Six different grape varietals are approved for Tokaji production. However Furmint is the most commonly used and most important varietal in the production of Tokaji Aszu wines. The white Furmint grape has a thick skin when it first develops. The skin thins as it ripens, allowing bright sun to evaporate some of its juices and concentrate its sugars. Whereas some similar grapes may burst when overripened, Furmint will often develop a second skin allowing grapes to remain on the wine well past ripening. Furmint for Tokaji is often not harvested until December or January. This kind of late harvest makes it no wonder that Tokaji has become one of world's most sought after dessert wines. While the sweeter, very late harvest version of Furmint is the basis for its greatest renown, Furmint can be harvested earlier and utilized in producing a somewhat drier wine as well. While not as common this wine offers a delicate nose and bouquet as well as taste with distinct notes of apricot.

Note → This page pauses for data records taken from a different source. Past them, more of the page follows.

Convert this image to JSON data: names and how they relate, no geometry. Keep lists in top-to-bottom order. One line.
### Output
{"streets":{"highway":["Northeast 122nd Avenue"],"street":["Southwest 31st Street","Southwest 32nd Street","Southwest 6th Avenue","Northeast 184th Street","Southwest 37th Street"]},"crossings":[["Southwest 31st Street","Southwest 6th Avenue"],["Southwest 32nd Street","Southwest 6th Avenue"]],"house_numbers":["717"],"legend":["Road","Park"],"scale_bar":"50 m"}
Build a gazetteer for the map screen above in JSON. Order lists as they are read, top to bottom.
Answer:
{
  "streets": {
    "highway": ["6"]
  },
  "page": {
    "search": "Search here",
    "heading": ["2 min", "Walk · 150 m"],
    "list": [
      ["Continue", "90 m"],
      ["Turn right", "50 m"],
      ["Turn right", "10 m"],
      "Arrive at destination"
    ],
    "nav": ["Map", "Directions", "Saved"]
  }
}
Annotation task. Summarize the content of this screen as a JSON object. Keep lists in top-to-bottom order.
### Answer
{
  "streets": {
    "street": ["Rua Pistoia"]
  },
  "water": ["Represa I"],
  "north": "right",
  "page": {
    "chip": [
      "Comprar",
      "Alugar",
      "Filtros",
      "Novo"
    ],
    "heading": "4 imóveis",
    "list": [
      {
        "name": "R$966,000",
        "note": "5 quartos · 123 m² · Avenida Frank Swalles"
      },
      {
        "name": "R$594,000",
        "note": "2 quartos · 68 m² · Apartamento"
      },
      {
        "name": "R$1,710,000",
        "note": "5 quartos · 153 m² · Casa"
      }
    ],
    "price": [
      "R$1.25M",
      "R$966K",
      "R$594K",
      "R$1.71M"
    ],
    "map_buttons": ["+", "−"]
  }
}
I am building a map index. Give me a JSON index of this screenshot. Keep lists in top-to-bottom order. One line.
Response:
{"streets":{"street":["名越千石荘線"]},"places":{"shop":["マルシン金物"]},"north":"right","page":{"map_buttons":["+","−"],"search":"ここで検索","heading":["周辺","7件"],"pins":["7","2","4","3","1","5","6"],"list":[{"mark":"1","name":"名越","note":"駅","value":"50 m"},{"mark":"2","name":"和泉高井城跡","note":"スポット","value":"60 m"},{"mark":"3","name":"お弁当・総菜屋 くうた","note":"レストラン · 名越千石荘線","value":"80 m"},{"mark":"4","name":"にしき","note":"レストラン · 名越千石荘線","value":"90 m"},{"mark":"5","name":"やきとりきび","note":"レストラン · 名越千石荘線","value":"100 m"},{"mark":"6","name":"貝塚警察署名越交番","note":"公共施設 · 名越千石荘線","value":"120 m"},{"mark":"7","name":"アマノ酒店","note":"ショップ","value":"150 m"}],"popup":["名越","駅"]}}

The Chateau Megyer pictured here utilized 100% Furmint grapes, was mediumly sweet in character and came from a vineyard first classified as gand cru by a royal decree in 1737. It was thoroughly enjoyable.
If you are a white wine afficianado, trying a Hungarian Tokaji should be on your list of important things to do. As with all good wines, it has great food pairing possiblilities, especially with cheeses. However, it is also a sensory delight to enjoy on its own. Plan an afternoon of enjoyment soon! Salute!